I wonder what lessons she can teach me? What world did she grow up in? What hardships and joys, what horrors and celebrations paint her heart? What does it feel like to be so close to the end? To have all your loved ones gone? What does it feel like to bury two grandchildren, my cousins?
Born into The Great Depression, her father dead in the second world war, the middle child of seven, she has lived through almost a century of life, in one of the greatest periods in documented human history. She has seen the world change in the most remarkable ways.
On my paternal side, I am the granddaughter and daughter of an immigrant. I grew up with Greek heritage and culture embedded in family celebrations and catch ups, having no capacity to speak the mother tongue of my grandparents, aunties, uncles and dad.

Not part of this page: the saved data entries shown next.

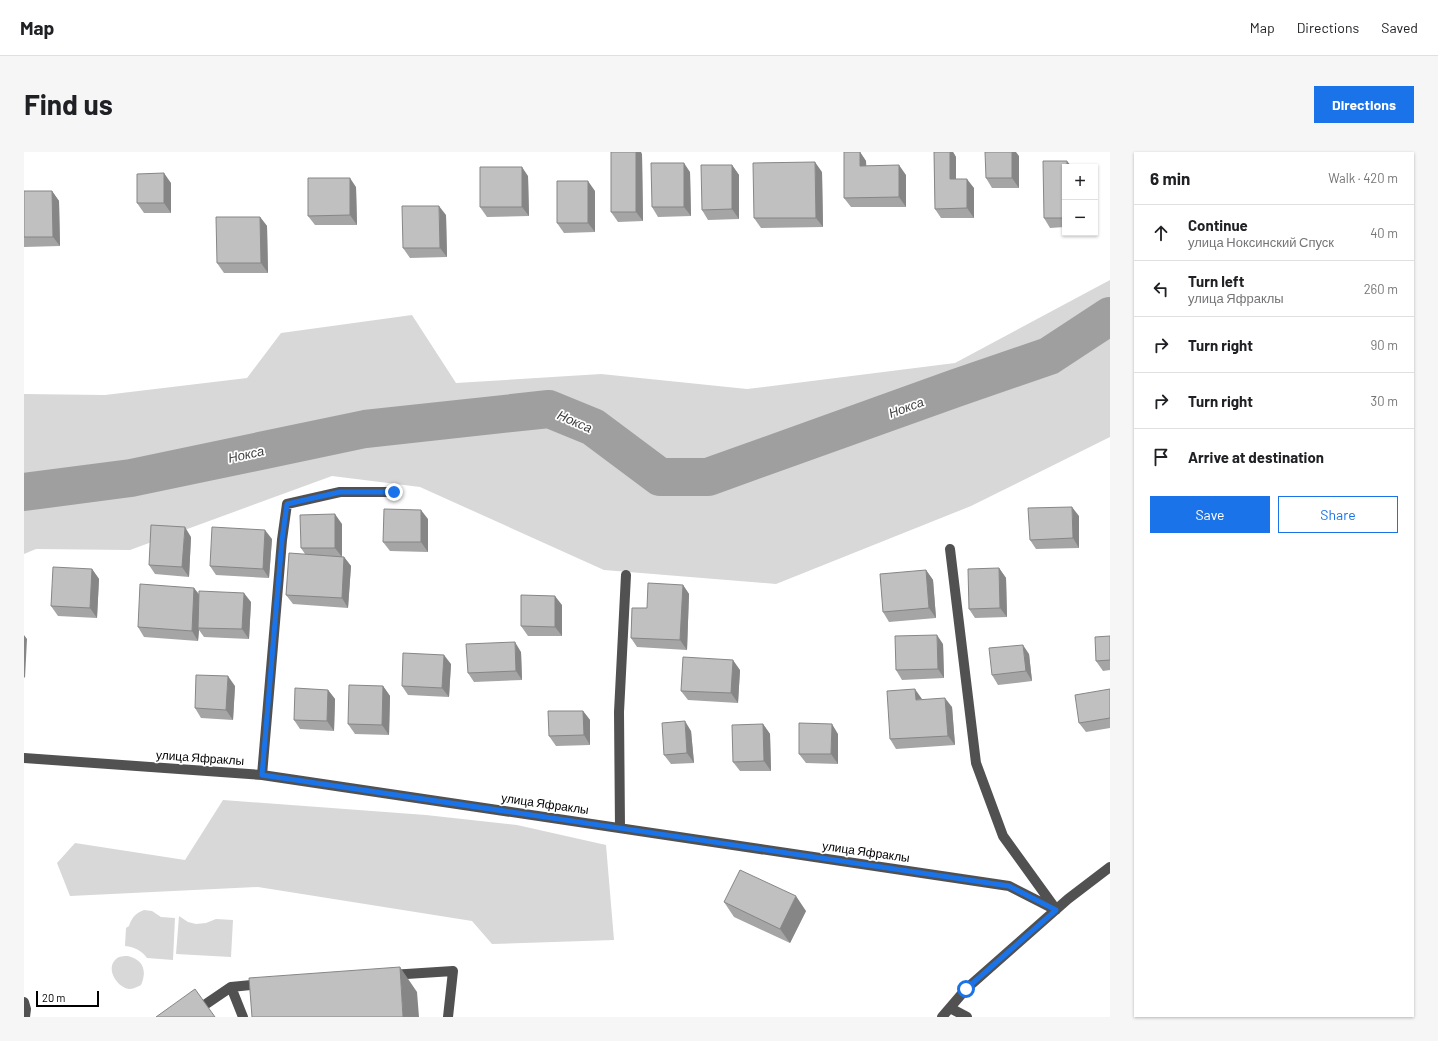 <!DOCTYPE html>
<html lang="en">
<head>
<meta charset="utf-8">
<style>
	body { margin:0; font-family:Barlow,sans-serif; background:#f6f6f6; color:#202124 }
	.controls { position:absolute; right:12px; top:12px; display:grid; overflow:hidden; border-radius:0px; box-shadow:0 1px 3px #0004 }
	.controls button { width:36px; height:36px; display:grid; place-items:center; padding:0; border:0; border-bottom:1px solid #e0e0e0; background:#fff; color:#202124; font:20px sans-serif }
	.scale { position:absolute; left:12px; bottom:10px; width:63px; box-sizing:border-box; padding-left:4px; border:2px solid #000; border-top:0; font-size:11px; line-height:14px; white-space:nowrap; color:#000; -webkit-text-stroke:3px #fff; paint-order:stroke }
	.stop { position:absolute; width:12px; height:12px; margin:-9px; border:3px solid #1a73e8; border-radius:50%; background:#fff }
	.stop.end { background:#1a73e8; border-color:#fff; box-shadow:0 1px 4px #0008 }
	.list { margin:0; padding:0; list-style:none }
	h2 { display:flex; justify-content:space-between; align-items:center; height:52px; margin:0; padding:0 16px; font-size:17px }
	h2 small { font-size:13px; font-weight:400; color:#757577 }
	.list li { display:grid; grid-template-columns:26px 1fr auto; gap:12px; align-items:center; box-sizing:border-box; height:56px; padding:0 16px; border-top:1px solid #e0e0e0 }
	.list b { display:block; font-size:15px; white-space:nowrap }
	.list p { margin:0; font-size:13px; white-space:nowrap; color:#757577 }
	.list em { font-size:13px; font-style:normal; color:#757577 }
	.actions { display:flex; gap:8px; padding:12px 16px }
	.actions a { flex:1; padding:9px 0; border:1px solid #1a73e8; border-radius:0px; text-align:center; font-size:14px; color:#1a73e8 }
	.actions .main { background:#1a73e8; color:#fff }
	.icon { flex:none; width:22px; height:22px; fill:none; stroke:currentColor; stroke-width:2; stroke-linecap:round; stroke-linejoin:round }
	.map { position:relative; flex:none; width:1086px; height:865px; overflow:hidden; border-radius:0px }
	header { display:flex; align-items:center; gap:24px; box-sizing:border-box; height:56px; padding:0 20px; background:#fff; border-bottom:1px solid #e0e0e0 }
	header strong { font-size:19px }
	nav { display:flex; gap:22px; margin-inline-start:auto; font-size:14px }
	.intro { display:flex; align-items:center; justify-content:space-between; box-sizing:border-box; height:96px; padding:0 24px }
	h1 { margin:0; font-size:28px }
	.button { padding:10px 18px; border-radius:0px; background:#1a73e8; color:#fff; font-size:14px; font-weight:700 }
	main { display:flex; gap:24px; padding:0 24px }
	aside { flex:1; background:#fff; border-radius:0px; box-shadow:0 1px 3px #0004 }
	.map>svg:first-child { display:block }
	.green { fill:#d8d8d8 }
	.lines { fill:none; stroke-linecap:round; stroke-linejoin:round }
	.river { stroke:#9f9f9f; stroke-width:38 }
	.minor { stroke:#515151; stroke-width:10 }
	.wall { fill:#a5a5a5 }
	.shaded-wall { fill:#868686 }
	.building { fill:#c0c0c0; stroke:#868686 }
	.route { stroke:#1a73e8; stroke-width:5 }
	.labels { text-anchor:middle; stroke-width:3.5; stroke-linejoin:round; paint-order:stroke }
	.street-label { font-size:12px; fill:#000; stroke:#fff }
	.water-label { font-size:13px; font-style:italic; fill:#404040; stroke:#fff }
</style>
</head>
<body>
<header>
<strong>Map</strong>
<nav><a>Map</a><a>Directions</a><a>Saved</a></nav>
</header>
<div class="intro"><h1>Find us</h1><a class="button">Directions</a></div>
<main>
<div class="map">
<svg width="1086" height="865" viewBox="0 0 1086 865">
	<rect width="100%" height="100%" fill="#fff"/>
	<!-- green -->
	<path class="green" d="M1086,128V285L947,354L752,432L580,418L396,335L308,324L106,398L12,397L0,402V242L81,243L223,226L257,181L388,163L432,231L577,222L723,237L931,211Z
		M199,648L402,663L493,673L582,693L590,788L468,792L448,769L234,735L46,744L33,711L51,691L161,708Z
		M120,758L128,759L137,765L151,766L149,808L123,806C118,799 111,795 101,794L102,776L105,774C108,765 112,761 120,758Z
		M155,764L164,770L172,772L182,771L192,767L209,768L207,805L152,802Z
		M104,804C120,808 123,819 117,833C113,835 109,837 105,837C93,835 81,817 92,807C95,804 100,804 104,804Z"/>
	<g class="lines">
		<!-- river -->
		<path class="river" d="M0,340L107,326L341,277L525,257L569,275L636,325H684L932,236L1025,204L1086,164"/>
		<!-- minor -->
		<path class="minor" d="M926,397L952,611L979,684L1031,756
			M0,606L238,623L985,734L1032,758
			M238,623L258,388L263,352L316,340H370
			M596,676L595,560L602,423
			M367,823L429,819L424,865
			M207,835L219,865
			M0,850L2,857L1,865
			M926,856L943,865
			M163,865L207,835L238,832
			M918,865L942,837L1044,747L1086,715"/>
	</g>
	<!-- wall -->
	<path class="wall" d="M820,0H836L842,9V14L882,23V55H827L820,46Z
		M910,0H929L932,5V27L950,36V66H917L911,57Z
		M618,2L619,69L594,70L587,60Z
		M995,4V36H968L962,26Z
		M708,13L715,23V67L684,68L678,58Z
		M1041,15V75L1026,76L1020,66Z
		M666,20L667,64L634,65L628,55Z
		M798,20L799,75L737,76L730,66Z
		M504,24L505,64L463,65L456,55Z
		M147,31V61H120L113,51Z
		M332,35L333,73H291L284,64Z
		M0,39H28L35,49L36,94L0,95Z
		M571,39V80L540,81L533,71Z
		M422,63L423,105L386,106L379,96Z
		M236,65L243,74L244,121H200L193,111Z
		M1055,364V396L1012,397L1006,388Z
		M404,367V400L366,399L359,390Z
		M318,372V405H320L327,414L324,456L269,452L262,443L281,402L277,396Z
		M167,385L165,425L131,422L125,413Z
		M248,387L245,426L192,423L186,414Z
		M975,416L982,426L983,465L951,466L945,457Z
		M68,417L75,427L73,466L34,464L27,454Z
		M902,418L909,428L912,466L865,470L859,460Z
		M659,433L665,442L663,498L613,495L607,486L623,456Z
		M170,436L175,442L227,450L225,487L180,485L175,478L174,489L120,485L114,475Z
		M538,453V484H504L497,474Z
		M1086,484V518L1079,519L1072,509Z
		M919,492L920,526L878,528L872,518Z
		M497,500L498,528L450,530L444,521Z
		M1005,502L1008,529L974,533L968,523Z
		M427,512L425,545L384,543L378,534Z
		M716,518L714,551L664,548L657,539Z
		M211,534L209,568L177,566L171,556Z
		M359,534L366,544L365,583L331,582L324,572Z
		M1086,537V576L1062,580L1055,571Z
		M304,538L311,547L310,579L276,577L270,568Z
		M898,547L928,555L931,593L872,597L866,587Z
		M559,559L566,568V593L532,594L525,584Z
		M739,572L746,582L747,619H716L709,610Z
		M667,579L670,611L647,612L640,603Z
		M814,582V612L782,611L775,602Z
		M700,750L782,759L766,791L710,765Z"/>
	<!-- shaded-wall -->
	<path class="shaded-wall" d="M612,0H617L618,2L619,69L612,60Z
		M836,0L842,9L843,24L836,14Z
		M926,0H929L932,5V36L926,27Z
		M988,0H992L995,4V36L988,26Z
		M1043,9L1048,15H1043Z
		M791,10L798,20L799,75L792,66Z
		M660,11L666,20L667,64L660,55Z
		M708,13L715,23V67L708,57Z
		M875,13L882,23V55L875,45Z
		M498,15L504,24L505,64L498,55Z
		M140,21L147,31V61L140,51Z
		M326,26L332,35L333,73L326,63Z
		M943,27L950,36V66L943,56Z
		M564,29L571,39V80L564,71Z
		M28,39L35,49L36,94L29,85Z
		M415,54L422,63L423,105L416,96Z
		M236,65L243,74L244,121L237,111Z
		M1048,355L1055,364V396L1049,386Z
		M397,358L404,367V400L397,390Z
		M311,362L318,372V405L311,396Z
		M161,375L167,385L165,425L158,415Z
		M241,378L248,387L245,426L239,417Z
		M320,405L327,414L324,456L318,446Z
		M975,416L982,426L983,465L976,456Z
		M68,417L75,427L73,466L66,456Z
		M902,418L909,428L912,466L905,456Z
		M659,433L665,442L663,498L656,488Z
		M170,436L177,446L174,476L175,478L174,489L168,479Z
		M220,441L227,450L225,487L218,477Z
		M531,444L538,453V484L531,475Z
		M0,483L3,487L1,526L0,525Z
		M913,483L919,492L920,526L914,517Z
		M491,490L497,500L498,528L492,519Z
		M999,493L1005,502L1008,529L1002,519Z
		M420,503L427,512L425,545L418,536Z
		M709,508L716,518L714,551L707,541Z
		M204,524L211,534L209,568L202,558Z
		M359,534L366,544L365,583L358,573Z
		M891,537L898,547L892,548Z
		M304,538L311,547L310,579L303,569Z
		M921,546L928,555L931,593L924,584Z
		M559,559L566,568V593L560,583Z
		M661,569L667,579L670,611L663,601Z
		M739,572L746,582L747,619L740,609Z
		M808,572L814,582V612L807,602Z
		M772,744L782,759L766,791L756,777Z
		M376,815L393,840L395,865H379Z"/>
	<!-- building -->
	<path class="building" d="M587,0H612V60H587Z
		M820,0H836V14L875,13V45L820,46Z
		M910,0H926V27H943V56L911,57Z
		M961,0H988V26H962Z
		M1019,9H1043V15H1041V66H1020Z
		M791,10L792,66H730L729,11Z
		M627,11H660V55H628Z
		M677,13H708V57L678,58Z
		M456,15H498V55H456Z
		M140,21V51H113V22Z
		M284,26H326V63L284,64Z
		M533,29H564V71H533Z
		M0,39H28L29,85H0Z
		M378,54H415L416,96H379Z
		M192,65H236L237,111H193Z
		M1048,355L1049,386L1006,388L1004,356Z
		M360,357L397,358V390H359Z
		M311,362V396H277L276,363Z
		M127,373L161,375L158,415L125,413Z
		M188,375L241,378L239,417L186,414Z
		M265,401L320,405L318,446L262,443Z
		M29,415L68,417L66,456L27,454Z
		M975,416L976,456L945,457L944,417Z
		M902,418L905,456L859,460L856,422Z
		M624,431L659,433L656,488L607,486L608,456H623Z
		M116,432L170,436L168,479L114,475Z
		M175,439L220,441L218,477L174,476Z
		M497,443L531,444V475L497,474Z
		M913,483L914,517L872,518L871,484Z
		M1086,484V508L1072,509L1071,485Z
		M491,490L492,519L444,521L442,492Z
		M999,493L1002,519L968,523L965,496Z
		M379,501L420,503L418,536L378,534Z
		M659,505L709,508L707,541L657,539Z
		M172,523L204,524L202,558L171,556Z
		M325,533L359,534L358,573L324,572Z
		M271,536L304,538L303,569L270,568Z
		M891,537L892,548L921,546L924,584L866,587L863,539Z
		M1086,537V566L1055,571L1051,543Z
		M524,559H559L560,583L525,584Z
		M661,569L663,601L640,603L638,571Z
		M775,571L808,572L807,602H775Z
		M739,572L740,609L709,610L708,573Z
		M716,718L772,744L756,777L700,750Z
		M376,815L379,865H228L225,826Z
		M171,837L191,865H132Z"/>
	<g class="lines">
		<!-- route -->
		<path class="route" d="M370,340H316L263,352L258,388L238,623L985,734L1032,758L942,837"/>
	</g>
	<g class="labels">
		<!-- street labels -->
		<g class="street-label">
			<text transform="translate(176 606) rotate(4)" y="4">улица Яфраклы</text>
			<text transform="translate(521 652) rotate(8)" y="4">улица Яфраклы</text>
			<text transform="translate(842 700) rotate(8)" y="4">улица Яфраклы</text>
		</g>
		<!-- water labels -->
		<g class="water-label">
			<text transform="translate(882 255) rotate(-20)" y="5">Нокса</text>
			<text transform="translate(551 269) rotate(24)" y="5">Нокса</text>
			<text transform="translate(222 302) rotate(-12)" y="5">Нокса</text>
		</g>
	</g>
</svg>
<div class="controls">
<button>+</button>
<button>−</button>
</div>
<div class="scale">20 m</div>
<div class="stop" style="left:942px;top:837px"></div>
<div class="stop end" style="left:370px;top:340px"></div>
</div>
<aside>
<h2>6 min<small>Walk · 420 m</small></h2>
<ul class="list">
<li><svg class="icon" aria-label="ahead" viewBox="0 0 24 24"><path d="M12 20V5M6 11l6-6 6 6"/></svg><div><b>Continue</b><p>улица Ноксинский Спуск</p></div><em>40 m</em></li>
<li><svg class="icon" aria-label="left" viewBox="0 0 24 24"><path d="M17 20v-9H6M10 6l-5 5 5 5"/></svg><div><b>Turn left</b><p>улица Яфраклы</p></div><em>260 m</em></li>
<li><svg class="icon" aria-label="right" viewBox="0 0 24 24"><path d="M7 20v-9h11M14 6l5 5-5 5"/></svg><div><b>Turn right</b></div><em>90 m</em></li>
<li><svg class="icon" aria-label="right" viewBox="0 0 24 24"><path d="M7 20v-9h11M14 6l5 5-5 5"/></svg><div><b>Turn right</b></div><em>30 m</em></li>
<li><svg class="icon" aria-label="arrive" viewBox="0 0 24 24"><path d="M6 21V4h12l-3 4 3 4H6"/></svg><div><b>Arrive at destination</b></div></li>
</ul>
<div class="actions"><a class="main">Save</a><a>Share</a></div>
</aside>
</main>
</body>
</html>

My grandparents’ thick-accented English was difficult to understand and, as an introvert, it was difficult for me to engage in meaningful relationships with them. They seemed so old, I was so young and shy. I watched my grandmother dance around the kitchen with a chequered tea towel tucked into her waisted apron. The smell of fresh tomatoes, lemony potatoes, dolmades (rice and mince wrapped in homegrown vine leaves) and souvlaki excited my taste buds.
The grandfather clock near the kitchen sliding door cuckooed on the hour and the plastic covered lounge and dining table preserved the lace coverings on the furnishings. It was a small three-bedroom red brick house that came alive with black-haired family members over Greek easter and Christian and Orthodox Christmases. But it took some kind of hell to create that for us.
During World War II, my grandfather, Nicholas, was enlisted to serve for the British army, with more than 30,000 Cypriot men. He left Cyprus, the small island located in the eastern Mediterranean Sea, and six months into his enlistment he was captured and became a prisoner of war.
When the war ended, Pappou (grandfather) returned to Cyprus where he married Yiayia (grandmother). The war demolished employment opportunities and, with countries like Australia, Canada and the USA offering employment possibilities that were propagandised to be too opportunistic to pass, months after giving birth to their third child, my dad, Pappou left Yiayia and their children to board a ship on a whimsical assurance of something more in the promise land of Australia.
He landed in Mt Isa, in north west Queensland, and mined three kilometres underground; a world away from the ocean. Yiayia remained in Cyprus, raising her two daughters and newborn son until the hope of a future for their young family was alive. Pappou corresponded with her via letters for many years.
She finally boarded a ship, five years later, with a suitcase and three children at her hip with 1000 Italians and one Cypriot man. He cared for my dad and aunties, that Cypriot stranger, while Yiayia spent 95% of the month-long boat trip violently ill with sea sickness. They arrived in Perth and caught a train and other modes of transport to arrive in the middle of bum fuck nowhere, where they lived and raised their family, adding three more children to the mix, before settling in Sydney.
My dad was five years old when he was reacquainted with his father. He remembers little of that boat trip, or meeting his dad for the first time, in the hot, desolate town in the Gulf Country in QLD. I often think about her courage, and what stories she could share if we could talk today.
Although I wasn’t close with my grandparents, Pappou is very present with me in spirit. He first came through to me during a reiki energy healing session a decade ago. The healer said he showed her fishing boats and he was excited to communicate with us on the ‘other side’. I asked dad what the fishing boats meant and he burst into tears. ‘He was an incredible fisherman’, he said. ‘He would sail off the island and come back with a boat full of fish’, he said. Pappou has visited me during many breathwork sessions, offering words of encouragement. He has been a loving spiritual guide.
He lived a life of fearless pursuit and created a life for his family that gave us the freedom we have today. It came at great cost, I have no doubt, and his courage would not have eradicated the difficulties of being an immigrant, separated from his family, living in the desert and starting a life in Australia. But I carry his gentle, gigantic and courageous energy with me, and I feel so held in his spiritual presence. I am closer to him in his death, than I ever was in his life, and I look forward to the day that I get to stand on Cypriot soil with my dad, who has never been back to his homeland, and feel that sense of coming home, remembering his story, his life, our past.
I have an urgent sense of responsibility to learn, to listen, to ask more questions, to gather stories, document ideas, beliefs and woes. I am yearning to bridge the gap between my maternal grandmother’s world and mine. Her time, and ours. To hold on to the past, before it’s lost forever.